If anyone here has opinions on AI and copyright and is american, then your government is actually asking you what they should do.

AGENCY: U.S. Copyright Office, Library of Congress.
ACTION: Notice of inquiry and request for comments.

SUMMARY: The United States Copyright Office is undertaking a study of the copyright law and policy issues raised by artificial intelligence (“AI”) systems. To inform the Office’s study and help assess whether legislative or regulatory steps in this area are warranted, the Office seeks comment on these issues, including those involved in the use of copyrighted works to train AI models, the appropriate levels of transparency and disclosure with respect to the use of copyrighted works, and the legal status of AI generated outputs.
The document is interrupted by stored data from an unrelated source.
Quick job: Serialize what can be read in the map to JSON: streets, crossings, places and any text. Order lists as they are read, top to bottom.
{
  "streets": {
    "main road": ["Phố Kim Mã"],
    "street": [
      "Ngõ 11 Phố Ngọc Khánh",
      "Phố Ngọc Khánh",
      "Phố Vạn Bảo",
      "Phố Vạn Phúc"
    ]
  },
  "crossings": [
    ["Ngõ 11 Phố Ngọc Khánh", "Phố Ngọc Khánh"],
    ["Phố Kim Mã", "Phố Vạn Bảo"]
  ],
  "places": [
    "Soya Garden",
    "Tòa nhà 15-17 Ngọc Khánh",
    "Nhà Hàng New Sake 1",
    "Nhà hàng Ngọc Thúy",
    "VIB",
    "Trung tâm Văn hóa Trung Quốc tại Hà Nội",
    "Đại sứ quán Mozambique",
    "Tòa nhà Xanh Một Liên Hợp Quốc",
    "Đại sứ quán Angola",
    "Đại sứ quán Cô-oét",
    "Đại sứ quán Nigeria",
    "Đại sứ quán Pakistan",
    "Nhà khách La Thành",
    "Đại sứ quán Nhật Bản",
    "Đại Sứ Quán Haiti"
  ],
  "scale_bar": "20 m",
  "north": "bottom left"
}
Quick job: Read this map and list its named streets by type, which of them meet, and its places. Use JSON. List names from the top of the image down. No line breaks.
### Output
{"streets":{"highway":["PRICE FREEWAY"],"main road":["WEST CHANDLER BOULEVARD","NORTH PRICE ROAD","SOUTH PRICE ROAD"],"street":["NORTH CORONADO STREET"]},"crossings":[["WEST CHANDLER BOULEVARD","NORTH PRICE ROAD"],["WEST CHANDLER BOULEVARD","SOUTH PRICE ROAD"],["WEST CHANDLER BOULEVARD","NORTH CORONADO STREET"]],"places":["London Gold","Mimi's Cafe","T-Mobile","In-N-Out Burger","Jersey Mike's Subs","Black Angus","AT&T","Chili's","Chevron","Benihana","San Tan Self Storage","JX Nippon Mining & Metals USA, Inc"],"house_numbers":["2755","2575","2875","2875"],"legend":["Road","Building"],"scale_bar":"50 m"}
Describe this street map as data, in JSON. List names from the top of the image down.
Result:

DATES: Written comments are due no later than 11:59 p.m. Eastern Time on Wednesday, October 18, 2023. Written reply comments are due no later than 11:59 p.m. Eastern Time on Wednesday, November 15, 2023.
 
Did ChatGPT scrape LibGen?

That would screw any fair use argument they are making, you have to come by the original legally to claim fair use on making a copy.

Pulitzer Prize winning author Michael Chabon and others sue OpenAI

Pulitzer Prize winning US novelist Michael Chabon and several other writers have filed a proposed class action accusing OpenAI of copyright infringement for allegedly pulling their work into the datasets used to train the models behind ChatGPT.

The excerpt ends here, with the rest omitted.